What you should do:
Of all the lines below, output only those starting at the one with "position:relative; flex:1; overflow:hidden" and ending at the one with "position:absolute; left:1539px; top:339px;", both ends included, exactly as written.

(Stored data)
------

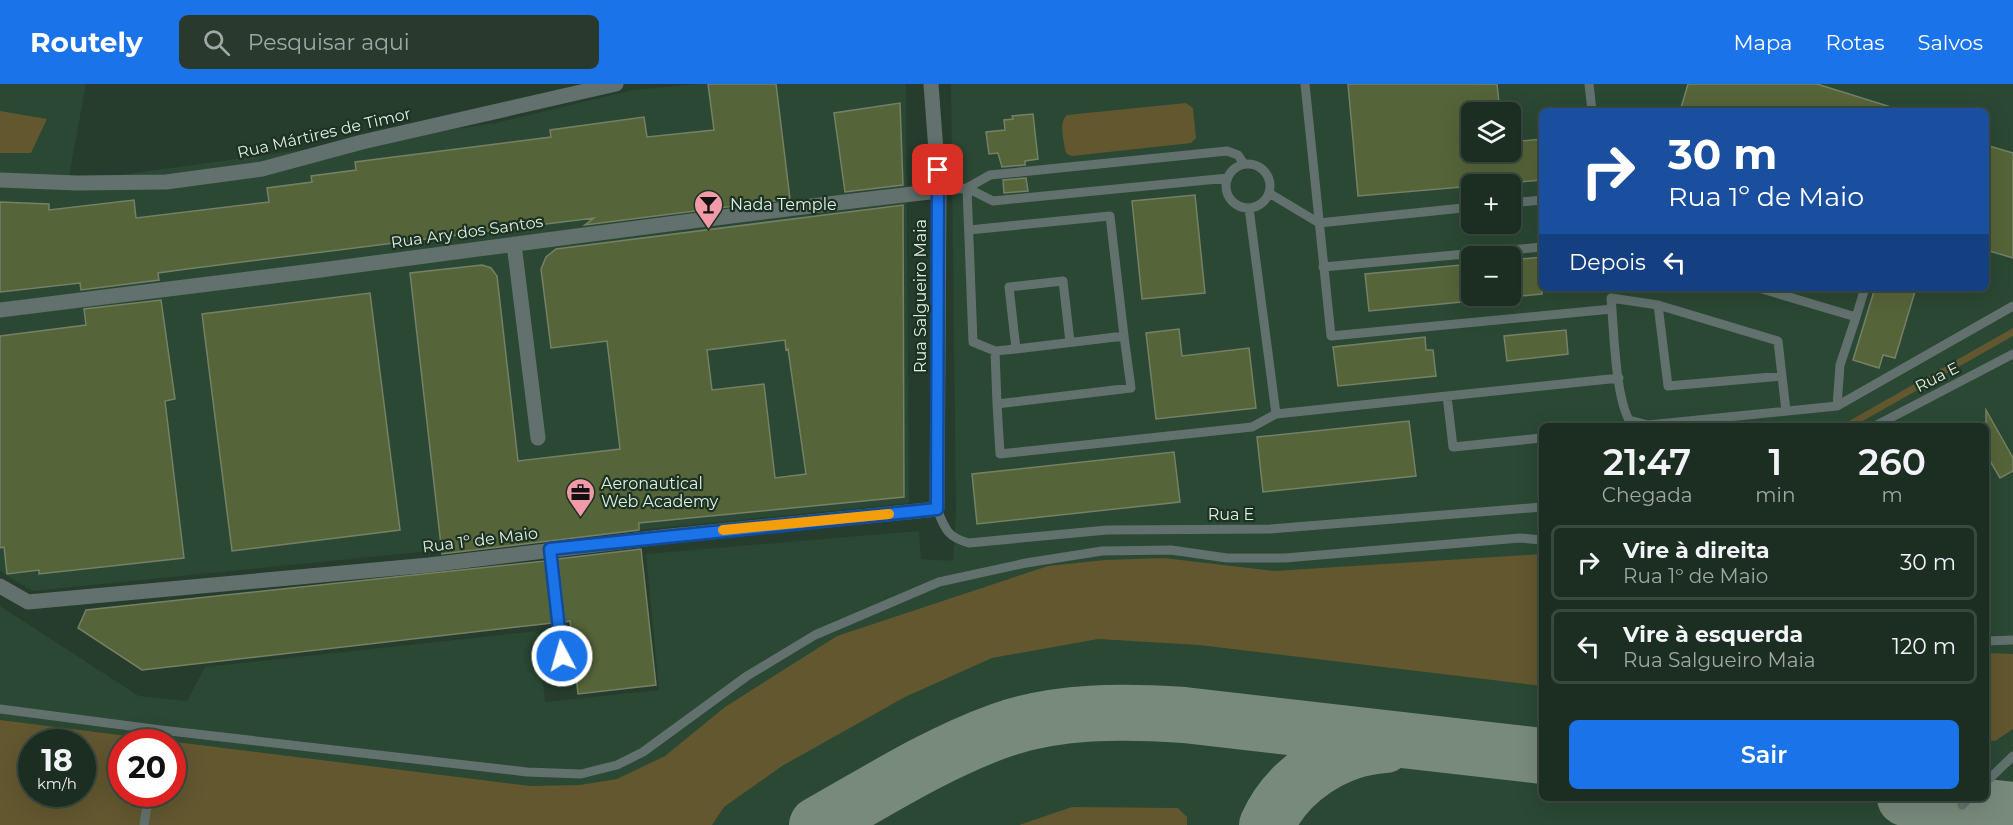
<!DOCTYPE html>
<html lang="pt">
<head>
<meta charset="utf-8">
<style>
	body { margin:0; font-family:Montserrat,sans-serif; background:#29392e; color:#f1f3f6; height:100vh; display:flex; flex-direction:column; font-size:22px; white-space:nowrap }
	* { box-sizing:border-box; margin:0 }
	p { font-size:20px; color:#a0a8a5 }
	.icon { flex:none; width:33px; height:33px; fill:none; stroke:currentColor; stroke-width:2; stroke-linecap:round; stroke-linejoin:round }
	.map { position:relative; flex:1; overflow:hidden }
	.details { position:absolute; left:1539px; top:339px; width:450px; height:378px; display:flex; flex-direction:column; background:#1c2d21; border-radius:9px; box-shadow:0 6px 24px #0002,0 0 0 2px #3a493f }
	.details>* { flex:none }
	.guide { position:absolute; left:1539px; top:24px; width:450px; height:183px; border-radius:9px; box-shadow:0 6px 24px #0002,0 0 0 2px #3a493f; background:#1a4fa0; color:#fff; overflow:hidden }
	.controls { position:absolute; left:1461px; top:18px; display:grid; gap:12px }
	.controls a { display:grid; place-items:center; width:60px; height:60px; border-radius:9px; background:#1c2d21; box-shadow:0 6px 24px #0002,0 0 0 2px #3a493f; font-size:30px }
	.speed { position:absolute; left:18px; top:645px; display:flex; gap:12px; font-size:30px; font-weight:700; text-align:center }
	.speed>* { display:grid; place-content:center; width:78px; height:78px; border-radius:50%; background:#1c2d21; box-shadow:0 6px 24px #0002,0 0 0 2px #3a493f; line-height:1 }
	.speed small { font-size:15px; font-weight:400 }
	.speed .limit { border:9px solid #d22; background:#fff; color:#111 }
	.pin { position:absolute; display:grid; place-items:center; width:51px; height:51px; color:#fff; margin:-26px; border-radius:12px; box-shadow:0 3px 9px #0006 }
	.me { position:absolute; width:66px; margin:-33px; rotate:354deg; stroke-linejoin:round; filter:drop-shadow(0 0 4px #0008) }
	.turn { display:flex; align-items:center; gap:21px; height:126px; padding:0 30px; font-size:27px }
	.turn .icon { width:78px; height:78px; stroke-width:2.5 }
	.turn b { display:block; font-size:42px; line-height:51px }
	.then { display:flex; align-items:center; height:57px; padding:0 30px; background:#0003; gap:12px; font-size:22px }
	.eta { display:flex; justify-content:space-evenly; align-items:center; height:102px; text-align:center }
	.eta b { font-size:36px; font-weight:600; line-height:42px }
	.action { display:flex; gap:12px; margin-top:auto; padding:12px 30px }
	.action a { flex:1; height:69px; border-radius:9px; background:#1a73e8; color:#fff; font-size:24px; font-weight:600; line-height:69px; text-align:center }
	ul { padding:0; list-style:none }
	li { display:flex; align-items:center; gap:18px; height:75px; margin:0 12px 9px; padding:0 18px; border:3px solid #3a493f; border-radius:9px }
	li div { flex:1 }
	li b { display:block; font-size:22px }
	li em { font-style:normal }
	header { display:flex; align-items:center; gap:36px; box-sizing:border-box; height:84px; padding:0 30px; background:#1a73e8; color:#fff }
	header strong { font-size:28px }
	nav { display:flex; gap:33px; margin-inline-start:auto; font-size:21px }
	.search { width:420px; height:54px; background:#29392e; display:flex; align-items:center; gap:15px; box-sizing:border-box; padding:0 21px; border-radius:9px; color:#a0a8a5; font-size:22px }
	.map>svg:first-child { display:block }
</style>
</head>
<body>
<header>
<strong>Routely</strong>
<div class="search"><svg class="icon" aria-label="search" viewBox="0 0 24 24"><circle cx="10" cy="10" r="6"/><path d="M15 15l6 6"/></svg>Pesquisar aqui</div>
<nav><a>Mapa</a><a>Rotas</a><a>Salvos</a></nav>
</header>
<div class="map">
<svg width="2013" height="741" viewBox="0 0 2013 741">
	<rect width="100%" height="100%" fill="#263c2c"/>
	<!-- built -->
	<path fill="#2a4833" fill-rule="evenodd" d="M 0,0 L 86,0 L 68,98 L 491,40 L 633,6 L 698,0 L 906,0 L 909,419 L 33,507 L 0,487 Z
		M 951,0 L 2013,0 L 2013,741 L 0,741 L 0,522 L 139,612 L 187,617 L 205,583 L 538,547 L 545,618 L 659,606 L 646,470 L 919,447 L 921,475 L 953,477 L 956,428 ZM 1542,27 L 1986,27 L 1986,204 L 1542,204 ZM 1472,28 L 1510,28 L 1510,68 L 1472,68 ZM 1472,100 L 1510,100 L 1510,140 L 1472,140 ZM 1472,172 L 1510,172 L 1510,212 L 1472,212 ZM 1542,342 L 1986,342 L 1986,714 L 1542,714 ZM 32,658 L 82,658 L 82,710 L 32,710 ZM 122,658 L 172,658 L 172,710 L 122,710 Z"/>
	<!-- green -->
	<path fill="#62572f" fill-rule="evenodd" d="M 1186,19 L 1193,24 L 1196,54 L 1191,59 L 1072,72 L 1067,70 L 1065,66 C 1064,55 1058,39 1067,31 Z
		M 0,27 L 47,35 L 31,69 L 0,69 Z
		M 2013,244 L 2013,252 L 1854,342 L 1831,342 L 1842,341 Z
		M 1542,470 L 1542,602 L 1199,561 L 1098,555 L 992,574 L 905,613 L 782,682 L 724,723 L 712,741 L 0,741 L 0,636 L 530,702 L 580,701 L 617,695 L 665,672 L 725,623 L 837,552 L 1048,482 L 1105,476 L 1164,474 L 1274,487 ZM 32,658 L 82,658 L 82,710 L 32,710 ZM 122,658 L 172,658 L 172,710 L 122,710 Z
		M 1986,569 L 2013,570 L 2013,645 L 1995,657 L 1986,656 Z
		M 1072,723 L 1178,724 L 1187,733 L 1187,741 L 1019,741 Z"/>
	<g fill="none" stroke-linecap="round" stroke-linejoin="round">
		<!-- taxiway -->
		<path stroke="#788a7c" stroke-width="56" d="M 1905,714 L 2013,726
			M 817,741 C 876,708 935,670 999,647 C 1057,626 1123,627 1184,631 L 1542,672
			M 1267,741 C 1287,696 1336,664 1385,661"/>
	</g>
	<!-- building -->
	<path fill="#566439" stroke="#768066" stroke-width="1.5" fill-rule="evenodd" d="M 708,0 L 776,0 L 790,115 L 585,141 L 594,134 L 187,185 L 158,189 L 159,196 L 81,206 L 80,199 L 0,208 L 0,118 L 49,120 L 49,126 L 134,116 L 136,134 L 269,118 L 267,104 L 312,98 L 311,92 L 356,86 L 355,78 L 551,53 L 550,46 L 644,33 L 647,53 L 714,46 Z
		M 1348,0 L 1497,0 L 1500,28 L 1472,28 L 1472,68 L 1510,68 L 1510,58 L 1542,55 L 1542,96 L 1358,112 Z
		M 1688,0 L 1817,0 L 1891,23 L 1891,27 L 1680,27 Z
		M 900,19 L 903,101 L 845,108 L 834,29 Z
		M 1033,30 L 1038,75 L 1025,77 L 1025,81 L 1002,83 L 998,69 L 989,70 L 986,48 L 1005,46 L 1004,36 L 1013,35 L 1012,32 Z
		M 1986,61 L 2013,69 L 2013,174 L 1986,166 Z
		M 1026,94 L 1028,107 L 1004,109 L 1003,96 Z
		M 1195,111 L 1205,209 L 1142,215 L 1132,117 Z
		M 903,121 L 904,413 L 639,439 L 639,446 L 442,470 L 410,189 L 482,181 L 491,184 L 497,192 L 518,377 L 620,365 L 607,257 L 551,264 L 541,185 L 546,173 L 556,165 ZM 785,256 L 786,266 L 788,265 L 806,390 L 775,394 L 764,300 L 712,306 L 707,266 Z
		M 1542,173 L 1542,210 L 1510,213 L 1510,176 Z
		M 1472,180 L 1472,217 L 1369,227 L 1365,190 Z
		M 1875,204 L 1916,204 L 1895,274 L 1883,271 L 1879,284 L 1853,276 Z
		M 370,209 L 400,446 L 232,467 L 202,230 Z
		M 161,216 L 175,315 L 165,317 L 184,474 L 39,490 L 39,486 L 7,490 L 4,463 L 0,464 L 0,252 L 86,241 L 84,225 Z
		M 1179,245 L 1182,272 L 1249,264 L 1256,324 L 1156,335 L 1146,249 Z
		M 1566,246 L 1568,270 L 1507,277 L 1504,252 Z
		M 1425,253 L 1426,266 L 1433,266 L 1436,292 L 1338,302 L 1333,263 Z
		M 1986,326 L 2013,374 L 2013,387 L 2000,394 L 1986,370 Z
		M 1409,337 L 1416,392 L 1263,408 L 1257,353 Z
		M 1174,368 L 1180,418 L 977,440 L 972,390 Z
		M 641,465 L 656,601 L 578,610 L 570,537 L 565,538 L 558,475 Z
		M 545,477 L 552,539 L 142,586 L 78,544 L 86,526 Z"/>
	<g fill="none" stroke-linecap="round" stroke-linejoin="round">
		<!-- service -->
		<path stroke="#62716e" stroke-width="9" d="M 1305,0 L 1331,252 L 1612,225
			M 1589,0 L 1592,27
			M1226 102a22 22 0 1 1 44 0a22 22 0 1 1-44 0Z
			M 1228,94 L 993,117 L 967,104 L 990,91 L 1227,67 L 1238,71 L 1244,80
			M 939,107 L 967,104 L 973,258 L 995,267 L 1016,265 L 1009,203 L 1063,197 L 1070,258
			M 1269,109 L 1319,139 L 1472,123
			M 1510,119 L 1542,116
			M 1249,124 L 1276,330 L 1447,312
			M 969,146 L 1110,132 L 1124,252 L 1016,265
			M 1323,183 L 1542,163
			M 1759,204 L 1856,233 L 1840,281 L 1837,322 L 2013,222
			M 1658,221 L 1778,257 L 1786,327
			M 1856,233 L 1865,204
			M 995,267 L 997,320 L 1131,304 L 1124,252
			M 1782,292 L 1668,302 L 1658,221 L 1611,214 C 1614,246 1615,310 1629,336 L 1648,341 L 1837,322
			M 997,320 L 1000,370 L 1252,343 L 1276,330
			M 1875,342 L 2013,270
			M 1542,354 L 1453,363 L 1447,312 L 1619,294
			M 937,425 C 945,445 947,453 969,459 L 1107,446 L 1270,445 L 1542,423
			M 550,465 L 562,572
			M 1986,557 L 2013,556
			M 0,625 L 161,646 L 158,658
			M 161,646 L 527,688 L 581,690 L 617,681 L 643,668 L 747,592 L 815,551 L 939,498 L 1026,479 L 1102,467 L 1171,466 L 1227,474 L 1285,474 L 1520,454 L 1542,456
			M 1986,698 L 2013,672
			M 1962,721 L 1969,714
			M 144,741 L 149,710"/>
		<!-- minor -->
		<path stroke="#62716e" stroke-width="15" d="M 0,96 L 77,99 L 166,98 L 262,85 L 362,58 L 616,0
			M 514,160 L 538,354
			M 0,226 C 107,212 214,200 321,186 C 527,159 732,130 939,107
			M 0,502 L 28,518 L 429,481 L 661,453 L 937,425 L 939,107 L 931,0"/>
	</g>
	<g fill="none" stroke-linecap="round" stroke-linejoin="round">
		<defs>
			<path id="route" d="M 562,572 L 550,465 L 937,425 L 938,86"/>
		</defs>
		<!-- route casing -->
		<use href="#route" stroke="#114b97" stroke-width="15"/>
		<!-- route -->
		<use href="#route" stroke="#1a73e8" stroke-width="10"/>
		<!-- slow -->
		<path stroke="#f59e0b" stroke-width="10" d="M 723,446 L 889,430"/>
	</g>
	<!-- icons -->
	<defs>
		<symbol id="bar-pin" viewBox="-11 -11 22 30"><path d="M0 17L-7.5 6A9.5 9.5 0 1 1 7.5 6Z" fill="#f39aa8" stroke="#1c3222"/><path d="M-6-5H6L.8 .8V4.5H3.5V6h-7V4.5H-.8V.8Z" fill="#111"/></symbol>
		<symbol id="office-pin" viewBox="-11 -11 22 30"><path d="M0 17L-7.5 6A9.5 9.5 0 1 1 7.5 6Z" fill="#f39aa8" stroke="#1c3222"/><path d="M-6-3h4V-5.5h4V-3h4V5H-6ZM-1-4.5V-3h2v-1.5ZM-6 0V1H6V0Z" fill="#111"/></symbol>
	</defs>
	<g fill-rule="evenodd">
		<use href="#bar-pin" x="692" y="104" width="33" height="45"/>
		<use href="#office-pin" x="564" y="392" width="33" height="45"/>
	</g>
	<g text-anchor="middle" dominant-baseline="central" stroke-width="4.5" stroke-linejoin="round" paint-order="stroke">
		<!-- street labels -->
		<g font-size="16" fill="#e1eee4" stroke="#1c3222">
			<text transform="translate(324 49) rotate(-13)">Rua Mártires de Timor</text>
			<text transform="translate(467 148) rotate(-8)">Rua Ary dos Santos</text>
			<text transform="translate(920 212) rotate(-90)">Rua Salgueiro Maia</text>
			<text transform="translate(1937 293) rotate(-27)">Rua E</text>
			<text x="1231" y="430">Rua E</text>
			<text transform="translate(480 456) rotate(-7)">Rua 1º de Maio</text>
		</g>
		<!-- poi labels -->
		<g font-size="16" fill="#e1eee4" stroke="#1c3222" text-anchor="start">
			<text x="730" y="120">Nada Temple</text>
			<text x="601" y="399">Aeronautical<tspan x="601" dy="18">Web Academy</tspan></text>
		</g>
	</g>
</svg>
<div class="controls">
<a><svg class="icon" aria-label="layers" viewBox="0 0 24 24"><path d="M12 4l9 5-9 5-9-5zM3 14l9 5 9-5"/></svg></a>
<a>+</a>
<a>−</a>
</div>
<div class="speed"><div>18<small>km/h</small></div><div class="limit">20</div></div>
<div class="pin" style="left:938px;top:86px;background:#d93025"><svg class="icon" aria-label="arrive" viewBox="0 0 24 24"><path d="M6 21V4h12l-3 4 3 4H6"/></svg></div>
<svg class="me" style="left:562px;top:572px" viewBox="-20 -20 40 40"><circle r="17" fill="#1a73e8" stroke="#fff" stroke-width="3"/><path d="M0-11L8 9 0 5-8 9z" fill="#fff"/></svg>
<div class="guide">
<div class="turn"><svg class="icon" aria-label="right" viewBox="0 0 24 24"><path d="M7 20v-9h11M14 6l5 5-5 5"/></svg><div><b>30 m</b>Rua 1º de Maio</div></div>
<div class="then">Depois<svg class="icon" aria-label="left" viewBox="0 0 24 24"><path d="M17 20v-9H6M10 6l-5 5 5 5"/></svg></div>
</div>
<section class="details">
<div class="eta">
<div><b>21:47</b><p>Chegada</p></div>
<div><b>1</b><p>min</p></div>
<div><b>260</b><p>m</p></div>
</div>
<ul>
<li><svg class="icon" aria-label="right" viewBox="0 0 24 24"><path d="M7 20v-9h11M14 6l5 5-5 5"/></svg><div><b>Vire à direita</b><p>Rua 1º de Maio</p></div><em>30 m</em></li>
<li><svg class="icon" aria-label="left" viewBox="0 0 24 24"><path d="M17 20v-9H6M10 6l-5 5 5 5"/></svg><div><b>Vire à esquerda</b><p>Rua Salgueiro Maia</p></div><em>120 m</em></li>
</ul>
<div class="action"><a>Sair</a></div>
</section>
</div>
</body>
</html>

------

Solution:
	.map { position:relative; flex:1; overflow:hidden }
	.details { position:absolute; left:1539px; top:339px; width:450px; height:378px; display:flex; flex-direction:column; background:#1c2d21; border-radius:9px; box-shadow:0 6px 24px #0002,0 0 0 2px #3a493f }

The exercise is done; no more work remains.